Henry lived at Leatherwood from 1779 to 1784; he owned 75 slaves and cultivated tobacco. In 1782, according to the tax list, Henry owned 64 slaves, his son-in-law John Fontaine owned 18 (he and Henry's daughter were living there as well), and his cousin's husband George Waller also owned 18 slaves, making 100 total among the three men.
Though he owned slaves, Henry denounced the institution as morally wrong, expressing a desire that it would someday be abolished.
From 1780 to 1784, he served in the Virginia Assembly. After he was elected as governor a second time and went to Richmond, his oldest daughter Martha and her husband John managed the Henry family portion of the large Leatherwood Plantation.
John died in 1792, and Martha managed it until 1818.
Learn more about Slavery during the Revolutionary War
Patrick Henry Facts: Post-Revolution
In 1784, Henry was elected again for a one-year term by the legislature as governor of Virginia and re-elected twice more, serving until 1786.
He declined to attend the Constitutional Convention of 1787, saying that he "smelt a rat in Philadelphia, tending toward the monarchy."An ardent supporter of state rights, Henry was an outspoken critic of the United States Constitution. He worried that the untested office of the presidency could devolve into a monarchy and become a leading opponent of James Madison.
Henry served as a representative to the Virginia convention of 1788, where he argued against ratifying the U.S. Constitution on the grounds that it gave too much power to the federal government.

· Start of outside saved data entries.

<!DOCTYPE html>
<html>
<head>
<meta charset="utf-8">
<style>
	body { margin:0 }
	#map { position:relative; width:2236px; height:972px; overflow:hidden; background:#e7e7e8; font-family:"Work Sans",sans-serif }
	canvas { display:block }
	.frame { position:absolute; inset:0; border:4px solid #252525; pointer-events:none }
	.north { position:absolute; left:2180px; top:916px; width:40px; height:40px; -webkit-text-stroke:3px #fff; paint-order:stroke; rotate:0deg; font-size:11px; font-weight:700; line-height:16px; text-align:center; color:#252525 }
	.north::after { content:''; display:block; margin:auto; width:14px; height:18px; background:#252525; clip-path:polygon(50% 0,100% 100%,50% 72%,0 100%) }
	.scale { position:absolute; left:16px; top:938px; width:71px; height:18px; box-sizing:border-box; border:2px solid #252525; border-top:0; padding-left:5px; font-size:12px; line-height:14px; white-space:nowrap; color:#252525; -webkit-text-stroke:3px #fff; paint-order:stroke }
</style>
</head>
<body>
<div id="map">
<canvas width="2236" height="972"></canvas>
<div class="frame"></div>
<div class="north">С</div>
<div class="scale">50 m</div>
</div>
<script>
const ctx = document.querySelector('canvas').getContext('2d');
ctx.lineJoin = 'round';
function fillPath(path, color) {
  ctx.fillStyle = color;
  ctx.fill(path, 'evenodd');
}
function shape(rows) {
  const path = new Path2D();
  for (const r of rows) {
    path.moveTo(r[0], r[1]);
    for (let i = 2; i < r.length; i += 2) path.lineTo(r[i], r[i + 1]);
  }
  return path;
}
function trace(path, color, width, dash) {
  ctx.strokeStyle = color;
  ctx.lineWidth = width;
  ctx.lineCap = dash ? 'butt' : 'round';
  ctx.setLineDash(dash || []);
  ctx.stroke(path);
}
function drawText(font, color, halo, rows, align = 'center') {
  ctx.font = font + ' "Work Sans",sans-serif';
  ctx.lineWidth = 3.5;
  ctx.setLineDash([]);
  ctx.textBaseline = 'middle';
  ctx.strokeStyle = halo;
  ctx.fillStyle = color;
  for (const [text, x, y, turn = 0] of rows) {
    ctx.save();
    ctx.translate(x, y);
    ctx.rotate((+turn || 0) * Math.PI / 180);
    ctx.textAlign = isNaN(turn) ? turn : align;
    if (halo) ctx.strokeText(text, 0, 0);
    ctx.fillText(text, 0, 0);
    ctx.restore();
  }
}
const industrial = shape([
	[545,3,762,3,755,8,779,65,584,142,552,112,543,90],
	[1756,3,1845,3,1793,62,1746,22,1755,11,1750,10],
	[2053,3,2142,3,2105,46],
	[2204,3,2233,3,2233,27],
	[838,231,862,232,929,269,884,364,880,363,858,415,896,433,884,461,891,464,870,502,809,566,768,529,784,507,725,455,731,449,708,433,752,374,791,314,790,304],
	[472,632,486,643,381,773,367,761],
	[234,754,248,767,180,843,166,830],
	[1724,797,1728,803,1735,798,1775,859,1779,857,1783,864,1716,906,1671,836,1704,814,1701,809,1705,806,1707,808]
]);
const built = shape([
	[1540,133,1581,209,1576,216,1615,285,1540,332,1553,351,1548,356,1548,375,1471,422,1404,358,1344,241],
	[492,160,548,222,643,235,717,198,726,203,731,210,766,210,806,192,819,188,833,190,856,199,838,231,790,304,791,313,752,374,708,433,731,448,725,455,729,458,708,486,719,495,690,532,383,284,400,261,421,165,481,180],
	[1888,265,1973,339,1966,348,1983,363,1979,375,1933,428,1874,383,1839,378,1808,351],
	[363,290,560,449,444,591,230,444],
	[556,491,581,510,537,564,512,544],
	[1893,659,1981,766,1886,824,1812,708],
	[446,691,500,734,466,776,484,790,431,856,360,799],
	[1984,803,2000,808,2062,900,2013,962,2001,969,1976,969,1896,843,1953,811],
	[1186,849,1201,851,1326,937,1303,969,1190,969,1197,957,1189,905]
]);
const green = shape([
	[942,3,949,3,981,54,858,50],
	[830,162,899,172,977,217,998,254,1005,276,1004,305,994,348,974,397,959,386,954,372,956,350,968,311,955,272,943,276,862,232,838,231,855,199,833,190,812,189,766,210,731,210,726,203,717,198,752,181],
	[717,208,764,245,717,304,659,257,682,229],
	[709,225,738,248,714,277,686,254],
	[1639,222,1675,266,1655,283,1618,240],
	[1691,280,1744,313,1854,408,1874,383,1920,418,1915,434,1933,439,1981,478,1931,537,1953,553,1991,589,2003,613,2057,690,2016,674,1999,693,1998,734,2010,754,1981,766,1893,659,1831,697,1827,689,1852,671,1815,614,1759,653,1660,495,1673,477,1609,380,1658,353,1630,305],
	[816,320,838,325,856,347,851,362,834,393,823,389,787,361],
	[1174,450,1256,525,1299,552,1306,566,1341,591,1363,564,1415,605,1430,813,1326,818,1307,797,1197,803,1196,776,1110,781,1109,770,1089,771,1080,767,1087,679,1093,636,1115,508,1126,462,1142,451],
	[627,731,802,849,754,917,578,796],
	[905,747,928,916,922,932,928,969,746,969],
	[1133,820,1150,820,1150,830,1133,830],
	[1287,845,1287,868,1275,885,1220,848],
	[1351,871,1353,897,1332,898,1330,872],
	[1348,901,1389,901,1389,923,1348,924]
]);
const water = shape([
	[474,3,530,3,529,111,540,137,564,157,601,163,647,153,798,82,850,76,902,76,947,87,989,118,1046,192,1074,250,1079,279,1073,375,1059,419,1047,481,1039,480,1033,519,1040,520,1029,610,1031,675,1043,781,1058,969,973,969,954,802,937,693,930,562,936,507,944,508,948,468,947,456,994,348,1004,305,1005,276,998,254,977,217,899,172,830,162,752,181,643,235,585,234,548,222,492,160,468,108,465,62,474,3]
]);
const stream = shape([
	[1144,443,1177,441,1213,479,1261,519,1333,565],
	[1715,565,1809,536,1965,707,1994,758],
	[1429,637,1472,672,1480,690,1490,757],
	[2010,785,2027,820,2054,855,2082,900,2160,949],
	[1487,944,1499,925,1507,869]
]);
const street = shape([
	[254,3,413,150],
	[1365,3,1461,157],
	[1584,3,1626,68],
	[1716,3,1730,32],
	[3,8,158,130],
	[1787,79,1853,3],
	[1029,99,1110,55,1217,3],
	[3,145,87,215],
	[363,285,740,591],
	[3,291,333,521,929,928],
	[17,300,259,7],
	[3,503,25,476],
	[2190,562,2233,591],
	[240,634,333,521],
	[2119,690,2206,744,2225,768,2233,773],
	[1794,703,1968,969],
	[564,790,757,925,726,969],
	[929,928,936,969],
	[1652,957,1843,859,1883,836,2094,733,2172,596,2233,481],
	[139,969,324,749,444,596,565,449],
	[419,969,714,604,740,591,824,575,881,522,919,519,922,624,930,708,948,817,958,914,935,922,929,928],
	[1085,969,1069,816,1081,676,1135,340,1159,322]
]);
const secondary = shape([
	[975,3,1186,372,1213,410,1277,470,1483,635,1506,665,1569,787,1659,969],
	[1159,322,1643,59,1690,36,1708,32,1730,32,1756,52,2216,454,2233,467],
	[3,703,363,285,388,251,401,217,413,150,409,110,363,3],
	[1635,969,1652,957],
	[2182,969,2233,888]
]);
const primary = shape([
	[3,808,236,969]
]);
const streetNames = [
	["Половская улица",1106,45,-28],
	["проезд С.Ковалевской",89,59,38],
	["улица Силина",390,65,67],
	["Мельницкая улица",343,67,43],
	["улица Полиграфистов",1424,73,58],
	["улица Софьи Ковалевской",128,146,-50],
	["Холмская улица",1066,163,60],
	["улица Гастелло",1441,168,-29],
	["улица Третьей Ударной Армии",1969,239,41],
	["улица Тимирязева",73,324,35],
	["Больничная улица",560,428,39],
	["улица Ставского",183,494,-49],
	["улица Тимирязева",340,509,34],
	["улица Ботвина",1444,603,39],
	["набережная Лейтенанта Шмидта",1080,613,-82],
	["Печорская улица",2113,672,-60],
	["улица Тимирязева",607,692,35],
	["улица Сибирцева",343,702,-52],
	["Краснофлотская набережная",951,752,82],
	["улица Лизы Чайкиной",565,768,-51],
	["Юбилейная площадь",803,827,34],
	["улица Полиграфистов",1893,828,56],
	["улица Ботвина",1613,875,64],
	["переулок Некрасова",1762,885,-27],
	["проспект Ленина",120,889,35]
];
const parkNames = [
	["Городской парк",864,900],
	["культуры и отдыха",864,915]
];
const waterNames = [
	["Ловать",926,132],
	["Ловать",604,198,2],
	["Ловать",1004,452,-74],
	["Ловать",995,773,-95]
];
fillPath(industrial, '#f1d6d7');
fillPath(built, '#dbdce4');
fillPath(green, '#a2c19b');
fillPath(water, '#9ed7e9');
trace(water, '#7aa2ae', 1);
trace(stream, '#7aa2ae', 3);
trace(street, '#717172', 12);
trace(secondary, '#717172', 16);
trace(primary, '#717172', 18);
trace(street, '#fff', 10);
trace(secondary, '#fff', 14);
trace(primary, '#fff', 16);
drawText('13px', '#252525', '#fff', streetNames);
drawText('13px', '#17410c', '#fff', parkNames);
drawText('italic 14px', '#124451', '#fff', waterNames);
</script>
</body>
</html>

It passed. Patrick Henry was a staunch supporter of citizens' right to trial by jury. At the Virginia Convention of the Ratification of the Constitution in 1788, Henry passionately stated opposition to the presented Constitution since it did not include an enumerated Bill of Rights, including the express guarantee of Americans’ fundamental right to a jury trial.
As a result of Henry's criticisms of the proposed Constitution, James Madison promised a bill of rights, including the right to jury trials, would be added after ratification.

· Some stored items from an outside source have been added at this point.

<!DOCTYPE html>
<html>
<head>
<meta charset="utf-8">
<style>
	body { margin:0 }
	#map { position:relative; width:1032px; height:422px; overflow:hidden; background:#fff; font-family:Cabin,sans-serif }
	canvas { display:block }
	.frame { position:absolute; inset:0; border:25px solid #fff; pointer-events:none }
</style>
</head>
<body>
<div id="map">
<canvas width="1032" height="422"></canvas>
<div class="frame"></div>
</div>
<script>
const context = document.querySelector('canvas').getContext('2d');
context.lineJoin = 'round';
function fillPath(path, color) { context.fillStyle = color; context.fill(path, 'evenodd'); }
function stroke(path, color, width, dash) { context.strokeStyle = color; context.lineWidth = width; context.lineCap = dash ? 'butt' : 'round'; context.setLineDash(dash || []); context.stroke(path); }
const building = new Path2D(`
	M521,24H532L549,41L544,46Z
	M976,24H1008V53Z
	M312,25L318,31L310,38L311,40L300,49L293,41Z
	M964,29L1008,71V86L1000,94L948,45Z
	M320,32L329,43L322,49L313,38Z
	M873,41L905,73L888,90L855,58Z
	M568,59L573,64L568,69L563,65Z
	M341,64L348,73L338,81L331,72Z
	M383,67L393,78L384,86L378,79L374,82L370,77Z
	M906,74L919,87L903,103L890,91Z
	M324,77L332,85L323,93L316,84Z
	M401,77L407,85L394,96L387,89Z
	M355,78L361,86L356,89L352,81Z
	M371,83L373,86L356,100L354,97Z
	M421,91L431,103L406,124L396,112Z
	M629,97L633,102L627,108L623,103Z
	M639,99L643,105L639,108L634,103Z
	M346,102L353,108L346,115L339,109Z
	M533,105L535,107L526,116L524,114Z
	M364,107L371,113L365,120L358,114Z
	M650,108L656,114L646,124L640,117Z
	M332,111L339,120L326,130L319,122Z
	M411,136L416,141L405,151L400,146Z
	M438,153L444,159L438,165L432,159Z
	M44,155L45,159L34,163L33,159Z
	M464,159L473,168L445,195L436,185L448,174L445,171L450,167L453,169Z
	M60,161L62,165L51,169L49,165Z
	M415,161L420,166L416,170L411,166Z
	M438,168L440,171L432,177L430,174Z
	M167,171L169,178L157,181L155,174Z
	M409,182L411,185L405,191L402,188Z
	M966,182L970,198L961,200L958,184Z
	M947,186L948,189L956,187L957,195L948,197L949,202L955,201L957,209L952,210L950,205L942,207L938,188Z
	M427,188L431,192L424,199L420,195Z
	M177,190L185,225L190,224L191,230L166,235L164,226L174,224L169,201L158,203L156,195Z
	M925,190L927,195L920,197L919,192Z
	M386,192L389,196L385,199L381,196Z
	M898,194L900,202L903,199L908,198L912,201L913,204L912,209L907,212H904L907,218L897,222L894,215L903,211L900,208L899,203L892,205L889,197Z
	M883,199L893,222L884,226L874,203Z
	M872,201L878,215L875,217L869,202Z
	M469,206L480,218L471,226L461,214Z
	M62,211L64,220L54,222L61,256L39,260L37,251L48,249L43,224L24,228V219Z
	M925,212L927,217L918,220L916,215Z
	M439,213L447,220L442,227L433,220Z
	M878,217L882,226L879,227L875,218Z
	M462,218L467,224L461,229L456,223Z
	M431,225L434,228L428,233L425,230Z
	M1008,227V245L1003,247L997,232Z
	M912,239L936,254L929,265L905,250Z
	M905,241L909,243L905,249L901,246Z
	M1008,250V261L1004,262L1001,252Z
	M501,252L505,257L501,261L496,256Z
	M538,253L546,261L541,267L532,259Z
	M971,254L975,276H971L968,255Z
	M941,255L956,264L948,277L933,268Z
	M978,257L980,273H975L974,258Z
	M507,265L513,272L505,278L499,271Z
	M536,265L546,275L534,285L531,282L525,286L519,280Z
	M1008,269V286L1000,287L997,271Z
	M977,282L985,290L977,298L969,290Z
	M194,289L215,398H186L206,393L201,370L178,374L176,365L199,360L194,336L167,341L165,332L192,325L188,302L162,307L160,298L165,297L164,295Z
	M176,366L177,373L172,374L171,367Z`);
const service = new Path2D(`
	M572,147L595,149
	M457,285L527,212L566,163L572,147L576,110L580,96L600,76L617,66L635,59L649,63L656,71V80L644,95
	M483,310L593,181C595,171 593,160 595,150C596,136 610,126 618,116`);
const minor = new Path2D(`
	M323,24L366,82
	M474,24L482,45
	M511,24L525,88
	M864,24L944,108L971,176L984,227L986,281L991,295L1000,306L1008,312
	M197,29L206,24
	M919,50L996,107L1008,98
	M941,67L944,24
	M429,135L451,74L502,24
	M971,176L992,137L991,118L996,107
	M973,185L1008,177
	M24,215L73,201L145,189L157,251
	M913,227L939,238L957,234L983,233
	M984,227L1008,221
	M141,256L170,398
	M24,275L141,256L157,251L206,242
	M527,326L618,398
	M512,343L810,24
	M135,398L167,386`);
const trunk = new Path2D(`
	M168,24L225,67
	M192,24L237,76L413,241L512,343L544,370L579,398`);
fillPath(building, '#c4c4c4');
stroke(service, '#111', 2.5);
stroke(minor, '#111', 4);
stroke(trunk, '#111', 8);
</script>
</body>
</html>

In 1794, Henry and his wife Dorothea retired to his 520-acre plantation of Red Hill near Brookneal, Virginia, in Charlotte County, where he conducted his law practice.
Following the widespread executions and radicalism of the continuing French Revolution, Henry began to fear a similar fate could befall America, and he became alarmed at the policies of Jefferson and Madison.
Federalists, such as Alexander Hamilton, tried to win him over. President George Washington offered Henry several top positions; he declined them all. In 1798, he spoke on behalf of the Federalist Party, campaigning for John Marshall for Congress.
He denounced the Kentucky and Virginia Resolutions, which called for the rights of a state to nullify a federal law it considered unconstitutional. Henry warned that civil war was threatened because Virginia.
Patrick Henry Facts: Last Years and Death
In 1798, President John Adams nominated Henry as special emissary to France, but he declined due to failing health. At the urging of Washington, Henry stood for and was elected to the Virginia House of Delegates as a Federalist.
Three months prior to taking his seat, he died of stomach cancer on June 6, 1799, while at Red Hill Plantation. In his last will and testament, he gave away his slaves to his relatives, giving his wife the power to free some of them if she so chose.
Sometime following his death, his widow Dorothea married Judge Edmund Winston, Henry's first cousin and the executor of his estate.